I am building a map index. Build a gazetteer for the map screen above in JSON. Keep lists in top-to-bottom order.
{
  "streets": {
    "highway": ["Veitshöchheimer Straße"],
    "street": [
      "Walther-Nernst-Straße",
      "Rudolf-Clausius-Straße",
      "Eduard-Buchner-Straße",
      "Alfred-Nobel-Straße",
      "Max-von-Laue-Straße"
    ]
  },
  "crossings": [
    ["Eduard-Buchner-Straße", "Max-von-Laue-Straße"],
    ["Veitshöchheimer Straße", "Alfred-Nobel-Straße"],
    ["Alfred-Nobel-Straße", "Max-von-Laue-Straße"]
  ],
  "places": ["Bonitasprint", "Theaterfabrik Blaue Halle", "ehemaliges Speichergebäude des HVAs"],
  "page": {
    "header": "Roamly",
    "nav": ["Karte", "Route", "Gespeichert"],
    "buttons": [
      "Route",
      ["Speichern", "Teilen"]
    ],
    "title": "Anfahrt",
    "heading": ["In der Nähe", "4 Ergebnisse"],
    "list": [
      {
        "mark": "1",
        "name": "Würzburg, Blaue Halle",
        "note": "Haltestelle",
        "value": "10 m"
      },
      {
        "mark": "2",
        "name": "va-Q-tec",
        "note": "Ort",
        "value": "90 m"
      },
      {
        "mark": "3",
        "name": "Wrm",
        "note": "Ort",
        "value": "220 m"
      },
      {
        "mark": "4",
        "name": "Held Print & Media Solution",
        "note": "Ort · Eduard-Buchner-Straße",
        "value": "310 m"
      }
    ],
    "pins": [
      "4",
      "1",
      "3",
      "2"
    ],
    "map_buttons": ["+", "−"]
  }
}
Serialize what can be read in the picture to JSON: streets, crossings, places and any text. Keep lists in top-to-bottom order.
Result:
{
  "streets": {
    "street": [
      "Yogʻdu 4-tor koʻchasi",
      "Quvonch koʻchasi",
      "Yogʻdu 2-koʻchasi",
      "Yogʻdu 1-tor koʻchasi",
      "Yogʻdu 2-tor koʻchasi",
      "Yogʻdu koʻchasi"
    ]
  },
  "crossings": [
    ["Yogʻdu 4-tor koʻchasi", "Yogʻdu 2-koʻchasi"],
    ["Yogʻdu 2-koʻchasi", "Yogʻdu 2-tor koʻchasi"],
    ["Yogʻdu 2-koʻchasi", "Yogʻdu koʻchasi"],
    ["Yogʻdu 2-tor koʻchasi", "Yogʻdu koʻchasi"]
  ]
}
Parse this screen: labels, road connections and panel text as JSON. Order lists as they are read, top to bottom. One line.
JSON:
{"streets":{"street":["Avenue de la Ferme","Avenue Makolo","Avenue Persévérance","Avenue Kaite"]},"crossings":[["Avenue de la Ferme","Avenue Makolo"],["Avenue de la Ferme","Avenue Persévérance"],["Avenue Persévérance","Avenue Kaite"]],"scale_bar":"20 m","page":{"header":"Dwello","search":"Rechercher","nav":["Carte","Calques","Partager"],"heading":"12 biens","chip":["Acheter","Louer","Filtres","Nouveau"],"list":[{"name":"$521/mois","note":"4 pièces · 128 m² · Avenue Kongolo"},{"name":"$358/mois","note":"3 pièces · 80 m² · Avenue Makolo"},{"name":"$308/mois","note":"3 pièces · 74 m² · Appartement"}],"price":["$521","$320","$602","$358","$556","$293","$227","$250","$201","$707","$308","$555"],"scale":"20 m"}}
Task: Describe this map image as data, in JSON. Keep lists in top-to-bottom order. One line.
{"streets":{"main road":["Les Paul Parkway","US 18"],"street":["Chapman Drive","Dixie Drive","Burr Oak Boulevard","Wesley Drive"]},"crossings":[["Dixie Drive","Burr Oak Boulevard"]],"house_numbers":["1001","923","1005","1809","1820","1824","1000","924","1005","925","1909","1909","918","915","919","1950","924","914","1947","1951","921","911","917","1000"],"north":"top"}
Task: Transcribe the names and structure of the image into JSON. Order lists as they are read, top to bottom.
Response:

Work instruction —
A faithful retyping of every entry above is the task.

Reply —
I am building a map index. Build a gazetteer for the map screen above in JSON. Keep lists in top-to-bottom order.
{
  "streets": {
    "highway": ["Veitshöchheimer Straße"],
    "street": [
      "Walther-Nernst-Straße",
      "Rudolf-Clausius-Straße",
      "Eduard-Buchner-Straße",
      "Alfred-Nobel-Straße",
      "Max-von-Laue-Straße"
    ]
  },
  "crossings": [
    ["Eduard-Buchner-Straße", "Max-von-Laue-Straße"],
    ["Veitshöchheimer Straße", "Alfred-Nobel-Straße"],
    ["Alfred-Nobel-Straße", "Max-von-Laue-Straße"]
  ],
  "places": ["Bonitasprint", "Theaterfabrik Blaue Halle", "ehemaliges Speichergebäude des HVAs"],
  "page": {
    "header": "Roamly",
    "nav": ["Karte", "Route", "Gespeichert"],
    "buttons": [
      "Route",
      ["Speichern", "Teilen"]
    ],
    "title": "Anfahrt",
    "heading": ["In der Nähe", "4 Ergebnisse"],
    "list": [
      {
        "mark": "1",
        "name": "Würzburg, Blaue Halle",
        "note": "Haltestelle",
        "value": "10 m"
      },
      {
        "mark": "2",
        "name": "va-Q-tec",
        "note": "Ort",
        "value": "90 m"
      },
      {
        "mark": "3",
        "name": "Wrm",
        "note": "Ort",
        "value": "220 m"
      },
      {
        "mark": "4",
        "name": "Held Print & Media Solution",
        "note": "Ort · Eduard-Buchner-Straße",
        "value": "310 m"
      }
    ],
    "pins": [
      "4",
      "1",
      "3",
      "2"
    ],
    "map_buttons": ["+", "−"]
  }
}
Serialize what can be read in the picture to JSON: streets, crossings, places and any text. Keep lists in top-to-bottom order.
Result:
{
  "streets": {
    "street": [
      "Yogʻdu 4-tor koʻchasi",
      "Quvonch koʻchasi",
      "Yogʻdu 2-koʻchasi",
      "Yogʻdu 1-tor koʻchasi",
      "Yogʻdu 2-tor koʻchasi",
      "Yogʻdu koʻchasi"
    ]
  },
  "crossings": [
    ["Yogʻdu 4-tor koʻchasi", "Yogʻdu 2-koʻchasi"],
    ["Yogʻdu 2-koʻchasi", "Yogʻdu 2-tor koʻchasi"],
    ["Yogʻdu 2-koʻchasi", "Yogʻdu koʻchasi"],
    ["Yogʻdu 2-tor koʻchasi", "Yogʻdu koʻchasi"]
  ]
}
Parse this screen: labels, road connections and panel text as JSON. Order lists as they are read, top to bottom. One line.
JSON:
{"streets":{"street":["Avenue de la Ferme","Avenue Makolo","Avenue Persévérance","Avenue Kaite"]},"crossings":[["Avenue de la Ferme","Avenue Makolo"],["Avenue de la Ferme","Avenue Persévérance"],["Avenue Persévérance","Avenue Kaite"]],"scale_bar":"20 m","page":{"header":"Dwello","search":"Rechercher","nav":["Carte","Calques","Partager"],"heading":"12 biens","chip":["Acheter","Louer","Filtres","Nouveau"],"list":[{"name":"$521/mois","note":"4 pièces · 128 m² · Avenue Kongolo"},{"name":"$358/mois","note":"3 pièces · 80 m² · Avenue Makolo"},{"name":"$308/mois","note":"3 pièces · 74 m² · Appartement"}],"price":["$521","$320","$602","$358","$556","$293","$227","$250","$201","$707","$308","$555"],"scale":"20 m"}}
Task: Describe this map image as data, in JSON. Keep lists in top-to-bottom order. One line.
{"streets":{"main road":["Les Paul Parkway","US 18"],"street":["Chapman Drive","Dixie Drive","Burr Oak Boulevard","Wesley Drive"]},"crossings":[["Dixie Drive","Burr Oak Boulevard"]],"house_numbers":["1001","923","1005","1809","1820","1824","1000","924","1005","925","1909","1909","918","915","919","1950","924","914","1947","1951","921","911","917","1000"],"north":"top"}
Task: Transcribe the names and structure of the image into JSON. Order lists as they are read, top to bottom.
Response:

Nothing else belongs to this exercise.